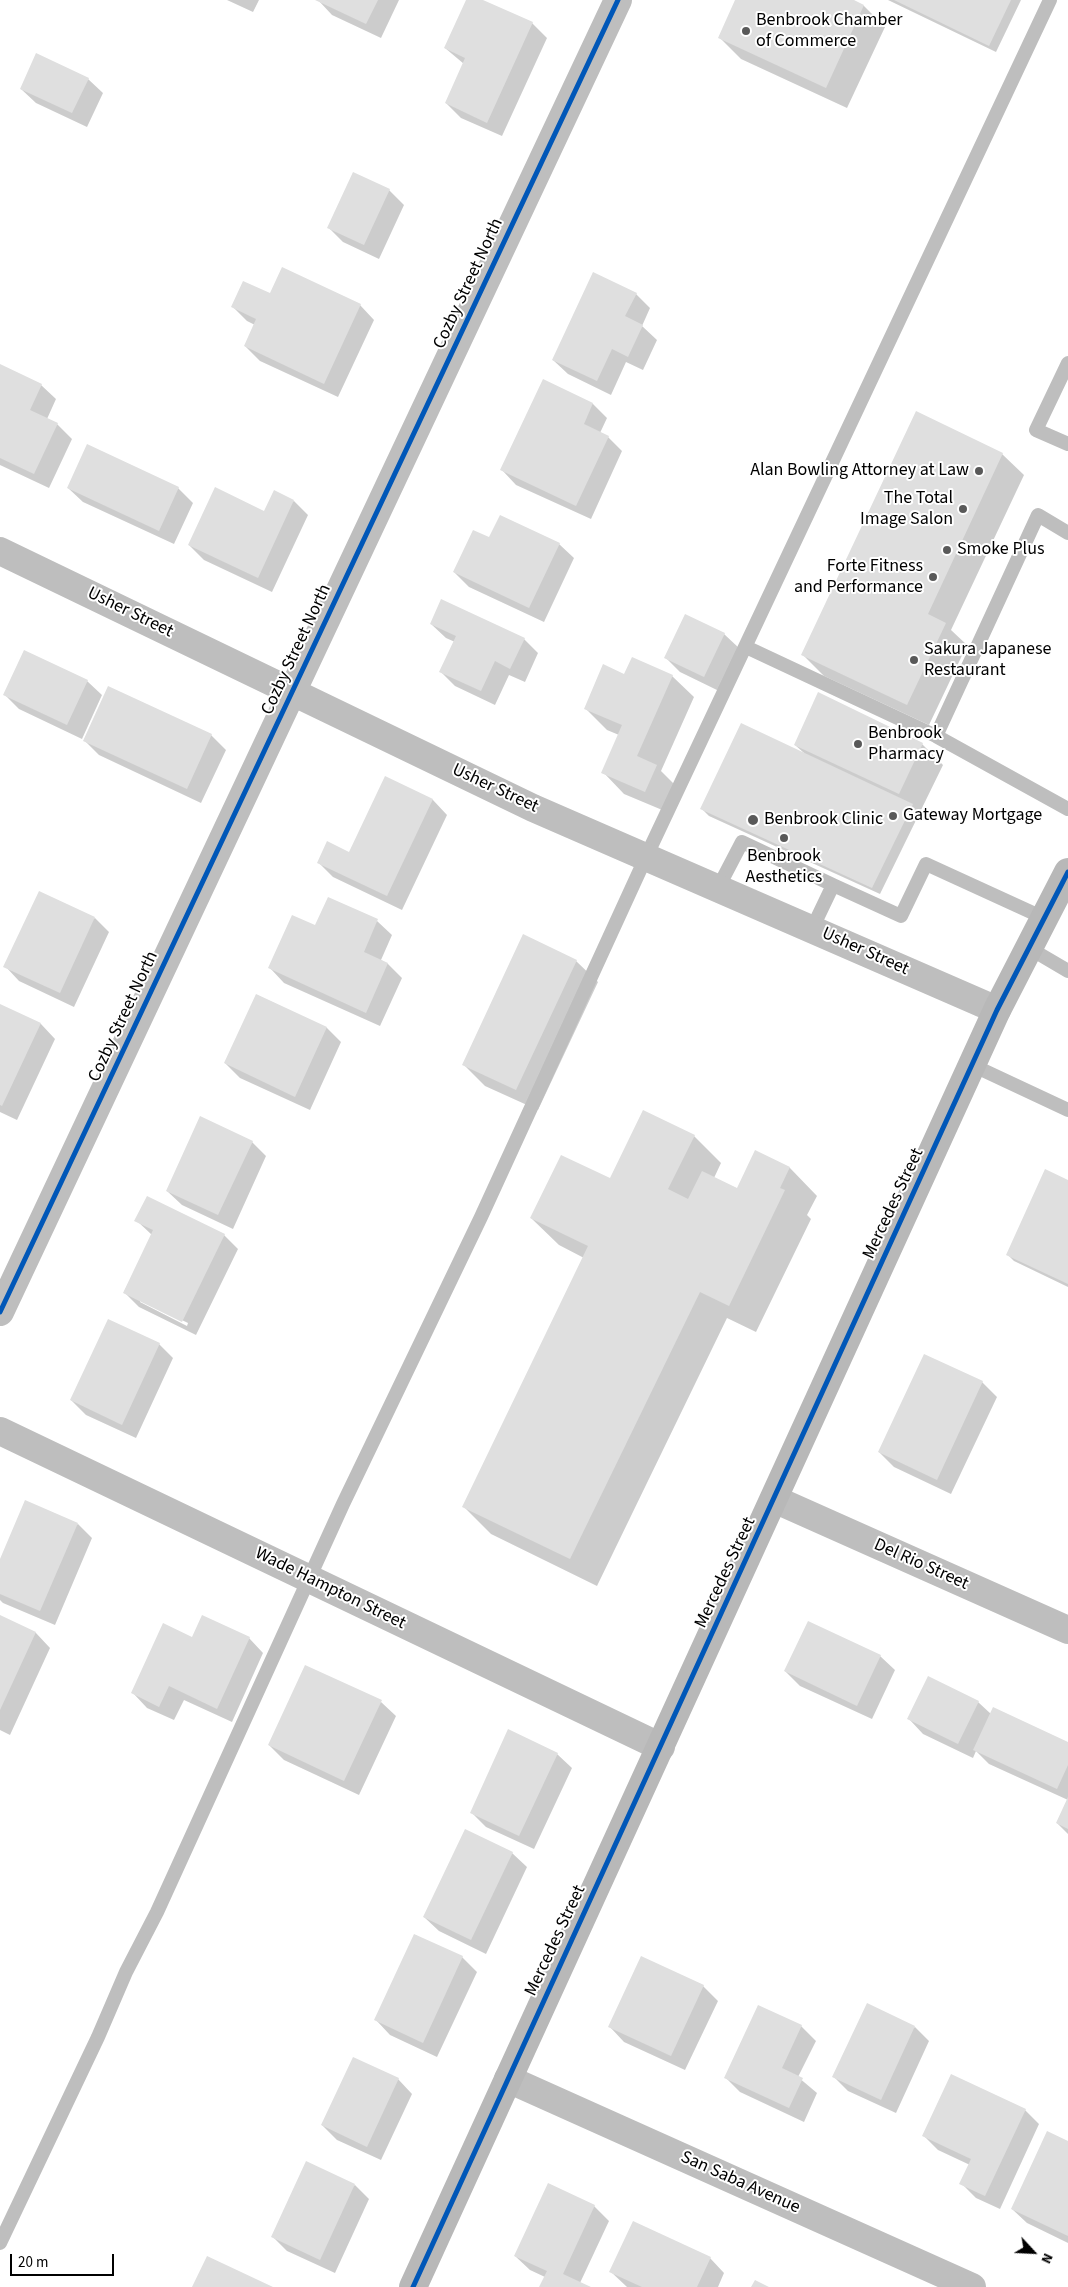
<!DOCTYPE html>
<html>
<head>
<meta charset="utf-8">
<style>
  body { margin:0 }
  #map { position:relative; width:1068px; height:2287px; overflow:hidden; background:#fff; font-family:"Source Sans 3",sans-serif }
  canvas { display:block }
  .north { position:absolute; left:1008px; top:2227px; width:50px; height:50px; -webkit-text-stroke:4px #fff; paint-order:stroke; rotate:115deg; font-size:14px; font-weight:700; line-height:20px; text-align:center; color:#000 }
  .north::after { content:''; display:block; margin:auto; width:18px; height:22px; background:#000; clip-path:polygon(50% 0,100% 100%,50% 72%,0 100%) }
  .scale { position:absolute; left:10px; top:2254px; width:104px; height:22px; box-sizing:border-box; border:2px solid #000; border-top:0; padding-left:6px; font-size:15px; line-height:18px; white-space:nowrap; color:#000; -webkit-text-stroke:4px #fff; paint-order:stroke }
</style>
</head>
<body>
<div id="map">
<canvas width="1068" height="2287"></canvas>
<div class="north">N</div>
<div class="scale">20 m</div>
</div>
<script>
const c = document.querySelector('canvas').getContext('2d');
c.lineJoin = 'round';
function fillPath(path, color) {
  c.fillStyle = color;
  c.fill(path, 'evenodd');
}
function trace(path, color, width, dash) {
  c.strokeStyle = color;
  c.lineWidth = width;
  c.lineCap = dash ? 'butt' : 'round';
  c.setLineDash(dash || []);
  c.stroke(path);
}
function label(font, color, halo, rows, align = 'center') {
  c.font = font + ' "Source Sans 3",sans-serif';
  c.lineWidth = 4;
  c.setLineDash([]);
  c.textBaseline = 'middle';
  c.strokeStyle = halo;
  c.fillStyle = color;
  for (const [text, x, y, turn = 0] of rows) {
    c.save();
    c.translate(x, y);
    c.rotate((+turn || 0) * Math.PI / 180);
    c.textAlign = isNaN(turn) ? turn : align;
    if (halo) c.strokeText(text, 0, 0);
    c.fillText(text, 0, 0);
    c.restore();
  }
}
fillPath(new Path2D(`
  M227 0H259L253 12Z
  M318 0H399L381 38 332 15Z
  M467 0H480L532 23 547 38 502 136 461 118 446 103 464 64 445 48Z
  M737 0H851L864 6 885 27 847 108 741 59 719 37Z
  M888 0H1021L996 52Z
  M88 79 103 93 87 127 36 103 21 89Z
  M389 190 404 205 379 259 343 242 329 228Z
  M636 294 650 308 642 326 657 340 643 370 626 362 611 395 568 374 553 360Z
  M270 295 360 305 374 320 338 397 260 361 245 346 255 325 247 321 233 307Z
  M0 365 41 385 56 399 47 419 57 424 72 439 49 488 0 465Z
  M543 381 593 404 607 418 600 433 608 437 622 451 591 519 516 485 502 470Z
  M1002 454 1024 475 951 630 967 645 929 725 824 676 802 654Z
  M68 488H178L193 503 174 544 83 502Z
  M294 501 308 515 272 592 204 560 189 545Z
  M490 539 559 544 574 558 544 622 469 587 454 572Z
  M431 624 524 639 538 653 525 682 509 675 495 705 455 686 441 672 455 642 446 638Z
  M724 634 739 648 719 691 680 672 666 658Z
  M625 675 672 676 694 697 661 771 678 788 667 812 624 794 603 772 619 735 607 730 585 708Z
  M87 681 102 695 82 739 19 709 5 695Z
  M109 688 211 735 226 750 201 803 99 755 84 740Z
  M922 744 943 765 880 894 709 816 702 809 804 753 795 745Z
  M386 778 433 800 447 815 402 910 333 877 319 863 350 854Z
  M95 918 109 932 74 1007 19 981 5 966Z
  M377 921 392 935 381 960 388 964 402 978 380 1026 284 983 270 968 316 927Z
  M576 961 598 982 538 1110 485 1086 463 1064Z
  M257 995 327 1028 341 1042 310 1110 240 1078 225 1063Z
  M0 1005 41 1024 55 1039 17 1120 0 1112Z
  M694 1136 721 1163 714 1178 738 1189 756 1152 790 1168 817 1196 807 1215 811 1219 756 1332 727 1318 597 1586 491 1534 464 1507 584 1258 559 1245 531 1218 611 1180Z
  M252 1142 266 1156 233 1229 182 1205 167 1191Z
  M1068 1181V1287L1014 1261 1007 1254Z
  M136 1220 224 1235 238 1249 196 1335 139 1307 124 1292 152 1235ZM140 1300 188 1323 187 1326 140 1302Z
  M159 1344 173 1358 136 1438 86 1415 71 1400Z
  M982 1382 997 1397 951 1494 894 1467 879 1452Z
  M78 1524 92 1538 55 1625 3 1603 0 1600V1562Z
  M0 1616 36 1633 50 1648 10 1735 0 1730Z
  M193 1638H249L263 1653 232 1722 184 1700 174 1720 147 1708 133 1693Z
  M880 1656 895 1670 872 1719 800 1686 785 1671Z
  M381 1702 396 1716 359 1795 284 1760 269 1745Z
  M978 1702 991 1714 1068 1743V1834L1057 1823 1068 1800 989 1764 976 1751 973 1758 923 1734 909 1719Z
  M557 1754 572 1768 534 1849 486 1827 471 1812Z
  M512 1853 527 1867 486 1954 439 1931 424 1917Z
  M415 1935 462 1957 477 1972 437 2057 390 2035 376 2020Z
  M703 1986 718 2001 685 2070 624 2042 610 2027Z
  M801 2026 816 2041 798 2077 817 2093 804 2122 740 2092 726 2078Z
  M915 2027 929 2041 896 2113 848 2091 834 2077Z
  M398 2079 412 2094 381 2160 337 2140 322 2125Z
  M1025 2110 1039 2124 1000 2209 976 2198 961 2183 970 2165 938 2150 924 2136Z
  M1068 2142V2243L1027 2223 1012 2209Z
  M355 2185 369 2199 335 2273 287 2251 272 2236Z
  M594 2206 609 2221 580 2283 588 2287H541L545 2277 530 2270 515 2256Z
  M710 2258 724 2273 718 2287H627L610 2271Z`), '#0003');
fillPath(new Path2D(`
  M315 0H378L366 24Z
  M466 0H483L533 22 487 123 445 103 465 58 444 48Z
  M735 0H854L864 5 826 88 718 38Z
  M894 0H1011L989 46Z
  M36 53 89 78 72 113 20 89Z
  M353 172 390 189 364 245 327 228Z
  M282 267 361 304 324 384 244 346 256 319 231 307 243 281 270 293Z
  M593 272 637 293 625 316 643 325 628 357 612 349 597 381 552 360Z
  M0 364 42 384 30 410 58 423 34 474 0 458Z
  M543 379 593 403 584 424 609 436 576 506 500 470Z
  M916 411 1003 453 928 614 946 623 907 705 801 655Z
  M87 444 179 487 159 531 67 488Z
  M215 487 264 511 274 490 294 500 258 578 188 545Z
  M500 515 560 543 529 608 453 572 473 530 489 537Z
  M441 599 525 638 510 669 495 661 481 691 439 672 456 636 430 624Z
  M685 614 725 633 704 677 664 658Z
  M24 650 88 680 67 725 3 695Z
  M632 657 673 675 637 756 657 765 645 792 601 773 622 725 584 709 603 664 624 674Z
  M108 686 212 734 187 789 83 741Z
  M818 692 923 743 899 794 794 745Z
  M741 723 913 804 872 888 700 809Z
  M385 776 433 799 387 896 317 863 327 841 349 852Z
  M39 891 95 917 60 993 3 967Z
  M328 897 378 919 364 952 388 963 366 1013 268 968 292 915 315 925Z
  M523 934 577 960 516 1090 462 1065Z
  M256 994 327 1027 295 1097 224 1063Z
  M0 1004 41 1023 2 1106 0 1105Z
  M643 1110 695 1135 668 1189 688 1199 702 1171 737 1188 755 1150 790 1167 780 1188 785 1190 729 1306 700 1292 570 1559 462 1507 588 1246 530 1218 561 1155 610 1178Z
  M200 1116 253 1141 218 1215 166 1191Z
  M1045 1169 1068 1180V1284L1006 1255Z
  M147 1196 225 1234 182 1322 123 1293 153 1230 134 1221Z
  M108 1319 160 1343 122 1425 70 1400Z
  M924 1354 983 1381 937 1480 878 1452Z
  M25 1500 78 1523 40 1611 0 1594V1559Z
  M0 1615 36 1632 0 1710Z
  M202 1615 250 1637 217 1709 169 1686 159 1707 131 1693 163 1623 192 1637Z
  M808 1621 881 1655 857 1706 784 1671Z
  M305 1665 382 1700 344 1781 268 1745Z
  M928 1676 979 1701 958 1744 907 1719Z
  M993 1707 1068 1742V1765L1057 1789 973 1750Z
  M508 1729 558 1753 519 1836 470 1813Z
  M1068 1797V1829L1056 1823Z
  M465 1829 513 1852 471 1940 423 1917Z
  M414 1934 463 1956 423 2043 374 2020Z
  M641 1956 704 1985 671 2056 608 2027Z
  M867 2003 915 2026 881 2100 832 2077Z
  M758 2005 802 2025 782 2068 803 2078 789 2108 724 2078Z
  M353 2057 399 2078 367 2147 321 2125Z
  M951 2074 1026 2109 985 2196 959 2184 971 2159 922 2136Z
  M1047 2131 1068 2141V2236L1011 2209Z
  M306 2161 355 2184 320 2260 271 2237Z
  M548 2183 595 2205 563 2274 591 2287H539L547 2271 514 2256Z
  M633 2221 711 2257 697 2287H642L609 2272Z
  M207 2256 273 2287H192Z
  M755 2280 769 2287H751Z`), '#dfdfdf');
trace(new Path2D(`
  M1068 363 1036 430 1068 444
  M746 647 936 736 1068 809
  M936 736 1038 515 1068 533
  M718 888 742 842 833 885
  M812 929 833 885 901 916 926 864 1044 918
  M1029 948 1068 971
  M972 1065 1068 1110
  M0 2243 98 2037 126 1972 157 1912 343 1504 481 1217 646 857 1050 0`), '#bebebe', 14);
trace(new Path2D(`
  M0 551 533 808 997 1010
  M0 1312 618 0
  M0 1431 661 1747
  M774 1499 1068 1630
  M508 2079 972 2287`), '#bebebe', 28);
trace(new Path2D(`
  M413 2287 997 1010 1068 872`), '#b8b8b8', 28);
trace(new Path2D(`
  M0 1312 618 0
  M413 2287 997 1010 1068 872`), '#0057b8', 5);
for (const [x, y, r, color] of [
  [746,31,5,"#595959"],
  [979,471,5,"#595959"],
  [963,509,5,"#595959"],
  [947,550,5,"#595959"],
  [933,577,5,"#595959"],
  [914,660,5,"#595959"],
  [858,744,5,"#595959"],
  [893,816,5,"#595959"],
  [753,820,6,"#595959"],
  [784,838,5,"#595959"]
]) {
  const dot = new Path2D();
  dot.arc(x, y, r, 0, 2 * Math.PI);
  c.fillStyle = color;
  c.fill(dot);
  trace(dot, '#fff', 2);
}
label('18px', '#000', '#fff', [
  ["Benbrook Chamber",756,21],
  ["of Commerce",756,42],
  ["Alan Bowling Attorney at Law",969,471,"right"],
  ["The Total",953,499,"right"],
  ["Image Salon",953,520,"right"],
  ["Smoke Plus",957,550],
  ["Forte Fitness",923,567,"right"],
  ["and Performance",923,588,"right"],
  ["Sakura Japanese",924,650],
  ["Restaurant",924,671],
  ["Benbrook",868,734],
  ["Pharmacy",868,755],
  ["Gateway Mortgage",903,816],
  ["Benbrook Clinic",764,820],
  ["Benbrook",784,857,"center"],
  ["Aesthetics",784,878,"center"]
], 'left');
label('18px', '#000', '#fff', [
  ["Cozby Street North",469,284,-65],
  ["Usher Street",130,613,26],
  ["Cozby Street North",297,650,-65],
  ["Usher Street",495,789,25],
  ["Usher Street",865,952,24],
  ["Cozby Street North",124,1017,-65],
  ["Mercedes Street",894,1204,-65],
  ["Del Rio Street",921,1565,24],
  ["Mercedes Street",726,1573,-65],
  ["Wade Hampton Street",330,1589,26],
  ["Mercedes Street",556,1941,-65],
  ["San Saba Avenue",740,2183,24]
]);
</script>
</body>
</html>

=======

Task goal
Gather from the records above every line containing the string "serif".

Response to this exercise
  #map { position:relative; width:1068px; height:2287px; overflow:hidden; background:#fff; font-family:"Source Sans 3",sans-serif }
  c.font = font + ' "Source Sans 3",sans-serif';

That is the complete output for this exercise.